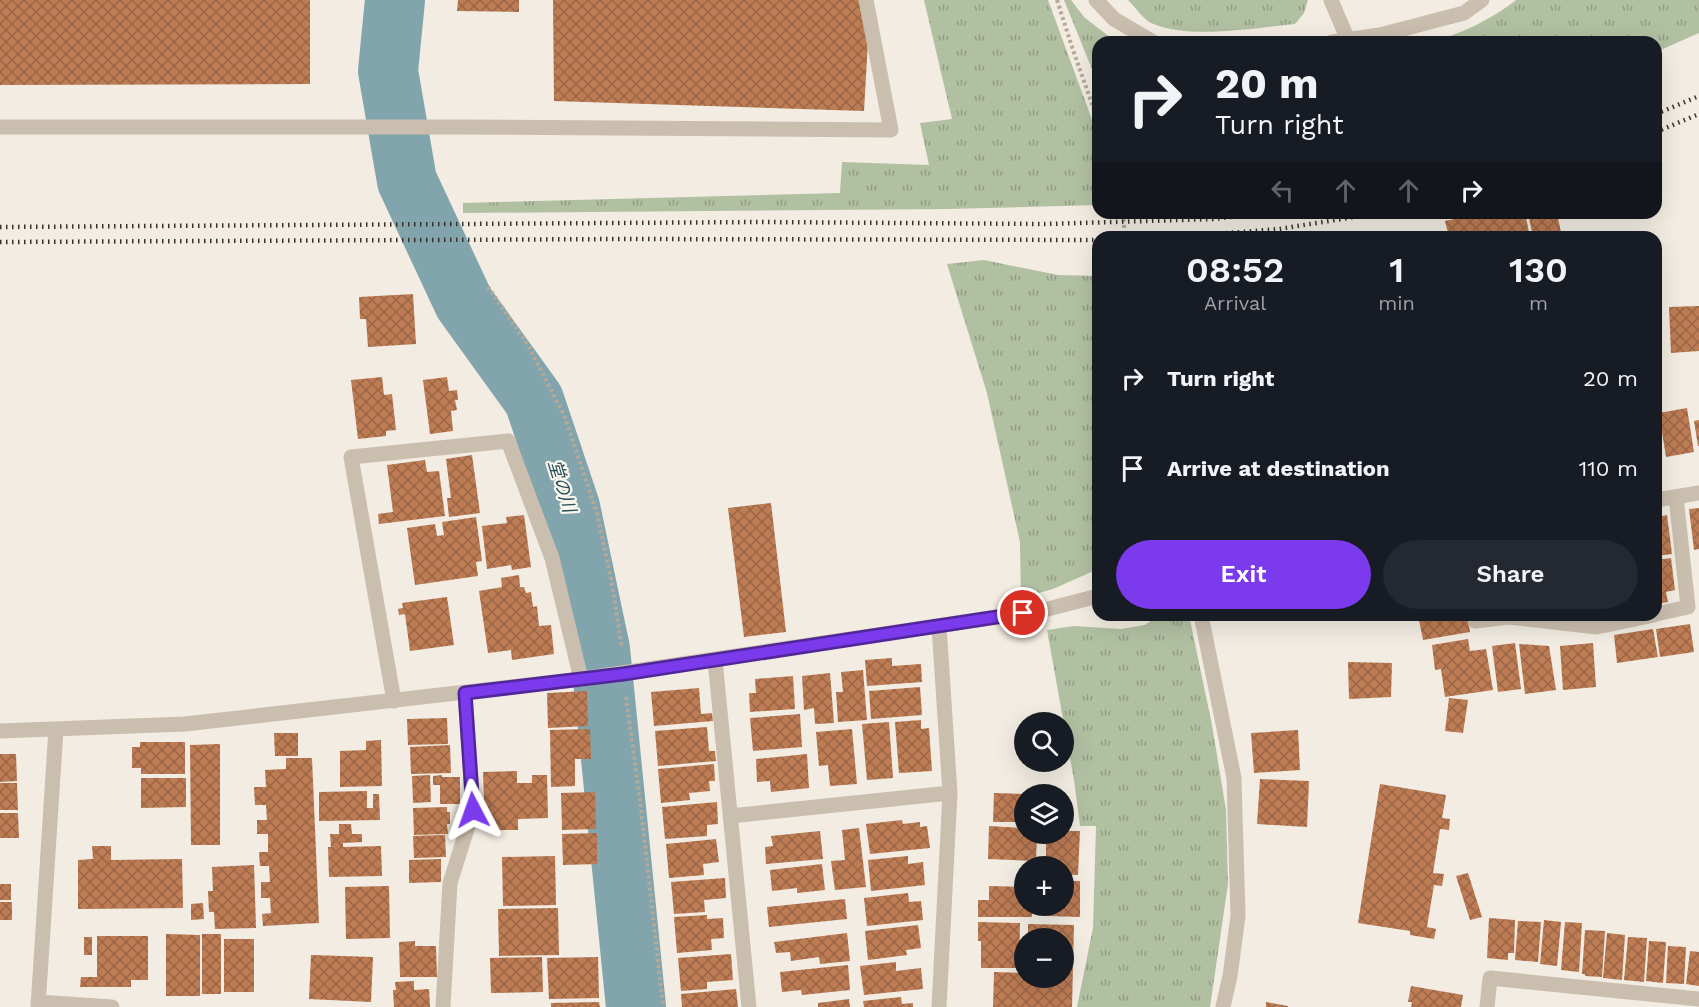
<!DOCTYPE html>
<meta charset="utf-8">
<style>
:root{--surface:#171b24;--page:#242831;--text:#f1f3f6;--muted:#9ea1a6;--accent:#7c3aed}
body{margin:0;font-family:"Work Sans","Noto Sans JP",sans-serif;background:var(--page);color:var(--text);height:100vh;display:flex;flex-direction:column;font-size:22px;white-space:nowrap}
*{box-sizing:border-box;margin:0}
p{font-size:20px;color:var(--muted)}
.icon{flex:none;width:33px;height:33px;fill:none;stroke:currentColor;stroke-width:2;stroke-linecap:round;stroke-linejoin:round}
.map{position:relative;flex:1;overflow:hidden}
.drawer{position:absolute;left:1092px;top:231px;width:570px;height:390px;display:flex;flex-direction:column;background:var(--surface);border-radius:18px;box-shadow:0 6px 24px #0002}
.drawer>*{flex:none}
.hud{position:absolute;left:1092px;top:36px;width:570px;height:183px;border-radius:18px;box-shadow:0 6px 24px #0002;background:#171b24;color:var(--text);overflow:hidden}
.tools{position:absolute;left:1014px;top:712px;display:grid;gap:12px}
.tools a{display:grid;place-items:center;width:60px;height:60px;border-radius:50%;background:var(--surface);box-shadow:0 6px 24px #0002;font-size:30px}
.pin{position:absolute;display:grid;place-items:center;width:51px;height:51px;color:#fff;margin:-26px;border:3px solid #fff;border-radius:50%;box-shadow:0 2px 6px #0007}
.me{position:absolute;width:66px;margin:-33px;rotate:356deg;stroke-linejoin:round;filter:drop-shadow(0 0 4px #0008)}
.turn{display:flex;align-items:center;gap:21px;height:126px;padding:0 24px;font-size:27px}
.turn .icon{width:78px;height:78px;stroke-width:2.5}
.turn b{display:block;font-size:42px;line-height:51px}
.lanes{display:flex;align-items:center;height:57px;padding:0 24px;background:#0003;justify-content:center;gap:30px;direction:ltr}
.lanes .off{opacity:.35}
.eta{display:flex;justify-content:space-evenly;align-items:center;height:102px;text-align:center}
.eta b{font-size:36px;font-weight:600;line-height:42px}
.action{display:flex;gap:12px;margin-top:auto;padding:12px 24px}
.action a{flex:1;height:69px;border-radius:36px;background:var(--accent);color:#fff;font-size:24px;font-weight:600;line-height:69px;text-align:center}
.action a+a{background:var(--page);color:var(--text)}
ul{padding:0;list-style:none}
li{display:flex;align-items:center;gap:18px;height:90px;padding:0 24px}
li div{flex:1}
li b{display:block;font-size:22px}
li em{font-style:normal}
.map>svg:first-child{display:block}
</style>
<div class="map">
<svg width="1699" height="1007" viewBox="0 0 1699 1007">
<defs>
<pattern id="grass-tufts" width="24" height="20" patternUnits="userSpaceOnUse" patternTransform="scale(1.5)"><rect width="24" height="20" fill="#b2c0a2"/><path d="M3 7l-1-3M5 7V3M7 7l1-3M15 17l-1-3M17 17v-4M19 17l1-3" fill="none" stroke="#929d84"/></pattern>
<pattern id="water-rules" width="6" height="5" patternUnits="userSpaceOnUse" patternTransform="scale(1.5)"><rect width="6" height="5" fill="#82a5ad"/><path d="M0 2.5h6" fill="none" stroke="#6b878d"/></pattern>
<pattern id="building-cross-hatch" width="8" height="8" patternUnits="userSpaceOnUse" patternTransform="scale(1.5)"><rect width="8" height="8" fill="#bd7c54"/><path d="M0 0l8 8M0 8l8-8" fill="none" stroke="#9b6646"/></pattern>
</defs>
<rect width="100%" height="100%" fill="#f2ece2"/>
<path fill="url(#grass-tufts)" d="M924 0H1048L1098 136V205L949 209 463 213V203L840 193 842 162 929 165 920 123 952 119Z
M1064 0H1071L1084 17 1116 42H1098V84Z
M1128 0H1308L1304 13 1295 24C1253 28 1190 40 1151 23 1143 19 1135 7 1128 0Z
M1516 0H1699V33L1656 52V42H1431C1461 34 1492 19 1516 0Z
M984 260 1058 275 1098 276V569L1053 589 1021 598 1020 542 987 393 947 264Z
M1159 615H1189L1212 725 1226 810 1228 884 1210 1007H1077L1093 928 1096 826H1080L1074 780 1047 630 1074 626 1121 629 1145 625Z"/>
<path fill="url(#water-rules)" d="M386 0H402L398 94H376Z"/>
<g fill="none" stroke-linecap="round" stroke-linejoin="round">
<path stroke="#82a5ad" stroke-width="60" d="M395 0 388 71 407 181 464 303 534 400 570 507 600 649 636 1007"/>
</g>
<path fill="url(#building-cross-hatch)" d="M0 0H310V84L0 85Z
M458 0H519V12L457 11Z
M553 0H863L869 23 864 111 554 101Z
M1483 213H1525L1530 237H1449L1445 221Z
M1528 213H1557L1562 237H1533Z
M413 294 416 344 368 347 366 319H360L359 297Z
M1656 296H1658L1662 341H1656Z
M1699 306V351L1671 353 1669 307Z
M382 377 384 395 392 394 396 430 386 431V436L358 439 351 380Z
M447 377 449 391 457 390 458 400H455L457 410 451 411 453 431 430 434 423 380Z
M1687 408 1694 452 1666 457 1659 413Z
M1699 420V446H1698L1694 421Z
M472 455 480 513 449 517 447 498H451L446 459Z
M425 460 427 472 439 471 445 516 379 524 378 514 393 512 387 465Z
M771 503 786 632 744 637 728 508Z
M1699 508V549L1694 550 1689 509Z
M524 515 531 567 512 570 511 565 487 569 482 526 507 523 506 517Z
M1667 515 1672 554 1656 556V517Z
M476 517 482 561 476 562 478 576 415 585 407 528 435 524 437 536 444 535 442 522Z
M1671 558 1675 590 1666 592 1668 602 1656 604V560Z
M519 575 520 587H524L526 593 531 592 533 607 537 606 539 626 551 625 554 654 512 660 511 650 488 653 479 591 502 587 501 578Z
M447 597 454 645 410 651 405 614 399 615 398 609 403 608 402 603Z
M1418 615H1467L1470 632 1423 640Z
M1690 624 1694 652 1660 657 1656 629Z
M1653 629 1658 657 1617 663 1614 635Z
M1468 639 1470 651 1486 649 1493 690 1445 697 1441 669 1435 670 1432 645Z
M1515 643 1521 689 1498 692 1492 646Z
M1593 643 1596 687 1563 690 1560 646Z
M1519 644 1549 646 1556 690 1525 694Z
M892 658V666L921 664 922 682 867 686 865 660Z
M1348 662 1392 663 1391 697 1349 699Z
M863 670 867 720 838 722 836 692H843L841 672Z
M830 673 834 723 815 724 814 708 804 710 802 676Z
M793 676 795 709 750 712 749 693H756L755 679Z
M920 687 922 715 871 719 869 691Z
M699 688 701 714 712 713 713 721 654 726 651 692Z
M587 691 588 726 548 728 547 693Z
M1449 698 1468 700 1463 733 1445 731Z
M800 714 802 747 753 751 750 718Z
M447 718 448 744 408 745 407 719Z
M921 720V729L929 728 932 771 899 773 895 722Z
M889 722 893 778 867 780 862 724Z
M707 727 709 751H715L716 761 658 766 655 731Z
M590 729 591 759H575V786L551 787 550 730Z
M852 729 857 784 830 786 828 765 819 766 816 732Z
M1298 730 1300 770 1254 773 1251 733Z
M274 733H298V756H275Z
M381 740 382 786 340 787V751L366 750V741Z
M140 742H185V774H141V768H132V747H140Z
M220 744V845H191L190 745Z
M450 745 451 773 411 774 410 747Z
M0 754H16L17 781 0 782Z
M807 754 809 788 771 792 770 781 757 782 756 759Z
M286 758H312L319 923 263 926 262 914 271 913 270 898H261V882H270L269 866H260L259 852H268V834H257V820H267L266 805H255L254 787H266L265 770 286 769Z
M714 764 715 781H709L710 791 689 793 690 800 661 803 658 769Z
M517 771V783H532V775H547L548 818 518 819V830H485L483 772Z
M430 775 431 802 413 803 412 776Z
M442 775V777H460V804H440V785H433V776Z
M141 778H186V807L141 808Z
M1260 779 1309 781 1307 827 1257 824Z
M0 783H17L18 810H0Z
M1380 784 1446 795 1442 818 1450 819 1449 830 1440 829 1433 873 1444 874 1442 886 1434 885 1427 927 1436 929 1434 939 1410 935V931L1358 923Z
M367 791V808H373V794H379L380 820 319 821V792Z
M595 792 596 829 562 830 561 793Z
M994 793 1024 794V822H993Z
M717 802 718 824 707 825V836L665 839 662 807Z
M447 807V812H450V824H447L448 834 414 835 413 808Z
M0 813H18L19 838H0Z
M902 820 903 824 920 822V827L927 826 930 848 870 854 866 824Z
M339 824H351L352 834H362V842L343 843V847L381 846 382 876 329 877 328 847H331L330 834H339Z
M989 826 1024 828V834H1037L1036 861 988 859Z
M859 828 866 887 835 890 831 861 845 860 842 830Z
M820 831 823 859 766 864 765 847 773 846 771 836Z
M1064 831H1080L1078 875H1064V867H1046V834H1064Z
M597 833V864L563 865 562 834Z
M445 835 446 857 414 858 413 836Z
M716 839 719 862 703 864 704 875 669 878 666 844Z
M92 846H111V860L182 859 183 908 78 909V860L93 859Z
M555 856 556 905 503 906 502 857Z
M908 856V864L923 862 925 885 871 891 868 860Z
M441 859V882L409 883V860Z
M822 864 825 890 797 893V888L772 891 770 870Z
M254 865 256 928 215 929 214 912H209L208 891H213L212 867Z
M1468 873 1482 917 1470 920 1456 876Z
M725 878 726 898 704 900 705 912 674 914 671 882Z
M1064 881H1080V917L1047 916V906H1064Z
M0 884H11V900H0Z
M389 886 390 938 346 939 345 887Z
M989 886 1024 887V906H1032V917H978V900H989Z
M908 893 909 902 921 901 923 920 867 926 864 898Z
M845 899 847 919 769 927 767 907Z
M0 902H12V920H0Z
M203 903 204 919 191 920V904Z
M558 908 559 955 499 956 498 909Z
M707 915V919L723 918 724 938 711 939 712 950 677 953 674 917Z
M1489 918 1515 920 1514 953H1508V960L1487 958Z
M1544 920 1561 922 1557 966 1540 964Z
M1518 921 1541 922 1538 962 1515 960Z
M978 922 1020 923 1019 968H981V941H978Z
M1565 922 1582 923 1579 972 1561 970Z
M1028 924 1074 925 1072 1007H993L994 972 1024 973V978H1064V939H1028Z
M918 925 921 948 906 950 907 955 868 960 865 931Z
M1585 930 1605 931 1602 977 1585 976V974H1582Z
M847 933 850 961 820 964 819 957 791 961 790 952 776 953 774 942Z
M1607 933 1625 935 1622 980 1603 978Z
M166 934 200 935V996H166Z
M202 934H221V994H202Z
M97 936H148V980H131V987H80L81 977H97Z
M84 937H92V955H84Z
M1628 937 1647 938 1644 982 1624 980Z
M224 939H254V992H224Z
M415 941V946H436L437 977H400L399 942Z
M1649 941 1666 942 1663 983 1646 981Z
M1668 946 1686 947 1684 984 1666 983Z
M1690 951 1699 952V986L1686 984Z
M731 954 733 980 707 982V989L681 991 678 958Z
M311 955 373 957 371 1002 309 999Z
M542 957 543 992 491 993 490 958Z
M598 957 599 998 549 999 547 958Z
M896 962V971L921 968 923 989 864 995 860 966Z
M848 965 850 990 802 995 801 990 782 992 780 972Z
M414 981V990L429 989 430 1007H394L393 990H396L395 982Z
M1411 986 1463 995 1461 1007H1411L1412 1002H1408Z
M736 989 738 1007H682L681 994Z
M901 997 902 1004 913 1003V1007H864L863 1001Z
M849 999 850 1007H818V1003Z
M599 1002 600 1007H551V1003Z
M1266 1002 1288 1006V1007H1266Z"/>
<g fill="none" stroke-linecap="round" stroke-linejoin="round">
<path stroke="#b5a998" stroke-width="4" stroke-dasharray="3 3" stroke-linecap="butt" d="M1057 0 1073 50 1098 121
M1123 213 1125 237
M488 287 528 345 564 415 597 513 611 579 622 648
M626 697 641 808 663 1007"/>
<path stroke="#cabeae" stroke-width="15" d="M1096 0 1114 19 1153 42
M1331 0 1348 40
M1332 42 1380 35 1464 13 1482 0
M0 127H457L891 130 866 0
M1656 500 1699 493
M1656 614 1688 607 1676 497
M1201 615 1234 778 1238 916 1230 976 1223 1007
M1474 615 1475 621 1509 617 1597 627 1654 615
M939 626 950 793 939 1007
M715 660 749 1007
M394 701 351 457 508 441 552 558 581 679
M0 731 185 724 581 679 1044 610 1098 596
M730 816 950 793
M38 1002 112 1007
M38 1007 56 729
M443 1007 450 883 473 810 465 693
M1487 1007 1490 978 1699 999"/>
<path stroke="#39322c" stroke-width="4.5" stroke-dasharray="1.5 4.5" stroke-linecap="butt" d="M1656 114 1699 96
M1656 132 1699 114
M0 227 762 222 1045 224 1213 219 1266 213
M1178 237 1279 229 1379 213
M0 242 624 239 1098 240"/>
</g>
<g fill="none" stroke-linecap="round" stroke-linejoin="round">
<g stroke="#51269a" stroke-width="15">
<path id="route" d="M473 810 465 693 623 674 1023 613"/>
</g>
<use href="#route" stroke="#7c3aed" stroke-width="10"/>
</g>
<g text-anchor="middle" stroke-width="4.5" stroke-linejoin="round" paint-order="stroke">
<g font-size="18" font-style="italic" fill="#244d58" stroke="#faf6ee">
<text transform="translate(562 486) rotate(73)" y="6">堂の川</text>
</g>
</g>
</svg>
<div class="tools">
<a><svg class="icon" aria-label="search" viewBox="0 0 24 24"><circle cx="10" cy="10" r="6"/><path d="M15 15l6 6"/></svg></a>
<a><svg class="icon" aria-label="layers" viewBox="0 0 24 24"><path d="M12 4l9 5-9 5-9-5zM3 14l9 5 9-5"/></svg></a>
<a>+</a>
<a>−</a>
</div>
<div class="pin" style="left:1023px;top:613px;background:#d93025"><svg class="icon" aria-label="arrive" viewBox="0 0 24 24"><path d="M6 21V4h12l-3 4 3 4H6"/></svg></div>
<svg class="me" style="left:473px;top:810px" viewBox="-20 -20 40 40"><path d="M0-17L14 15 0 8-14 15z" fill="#7c3aed" stroke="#fff" stroke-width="4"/></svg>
<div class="hud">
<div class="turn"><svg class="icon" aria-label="right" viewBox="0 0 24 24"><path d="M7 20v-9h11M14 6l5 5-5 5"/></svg><div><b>20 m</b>Turn right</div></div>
<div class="lanes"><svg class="icon off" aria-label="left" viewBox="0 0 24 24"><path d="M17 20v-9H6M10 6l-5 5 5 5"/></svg><svg class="icon off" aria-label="ahead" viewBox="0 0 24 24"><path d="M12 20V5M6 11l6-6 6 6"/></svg><svg class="icon off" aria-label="ahead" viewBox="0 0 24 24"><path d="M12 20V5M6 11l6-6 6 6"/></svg><svg class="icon" aria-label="right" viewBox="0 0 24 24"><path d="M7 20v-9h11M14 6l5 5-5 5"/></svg></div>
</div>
<section class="drawer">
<div class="eta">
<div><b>08:52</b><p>Arrival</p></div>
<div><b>1</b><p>min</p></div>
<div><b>130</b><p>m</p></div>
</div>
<ul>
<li><svg class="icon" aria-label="right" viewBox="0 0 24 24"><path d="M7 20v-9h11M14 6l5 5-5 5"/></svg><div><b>Turn right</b></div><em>20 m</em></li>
<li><svg class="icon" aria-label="arrive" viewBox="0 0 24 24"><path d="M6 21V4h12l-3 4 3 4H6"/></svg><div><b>Arrive at destination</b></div><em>110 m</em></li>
</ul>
<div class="action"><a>Exit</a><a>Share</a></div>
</section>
</div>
━━━
Take the lines above from the one containing "M1266 1002 1288" down to the one containing "M1656 614 1688 607 1676 497", and transcribe them exactly, both ends included.

■ SOLUTION TO THIS PROBLEM
M1266 1002 1288 1006V1007H1266Z"/>
<g fill="none" stroke-linecap="round" stroke-linejoin="round">
<path stroke="#b5a998" stroke-width="4" stroke-dasharray="3 3" stroke-linecap="butt" d="M1057 0 1073 50 1098 121
M1123 213 1125 237
M488 287 528 345 564 415 597 513 611 579 622 648
M626 697 641 808 663 1007"/>
<path stroke="#cabeae" stroke-width="15" d="M1096 0 1114 19 1153 42
M1331 0 1348 40
M1332 42 1380 35 1464 13 1482 0
M0 127H457L891 130 866 0
M1656 500 1699 493
M1656 614 1688 607 1676 497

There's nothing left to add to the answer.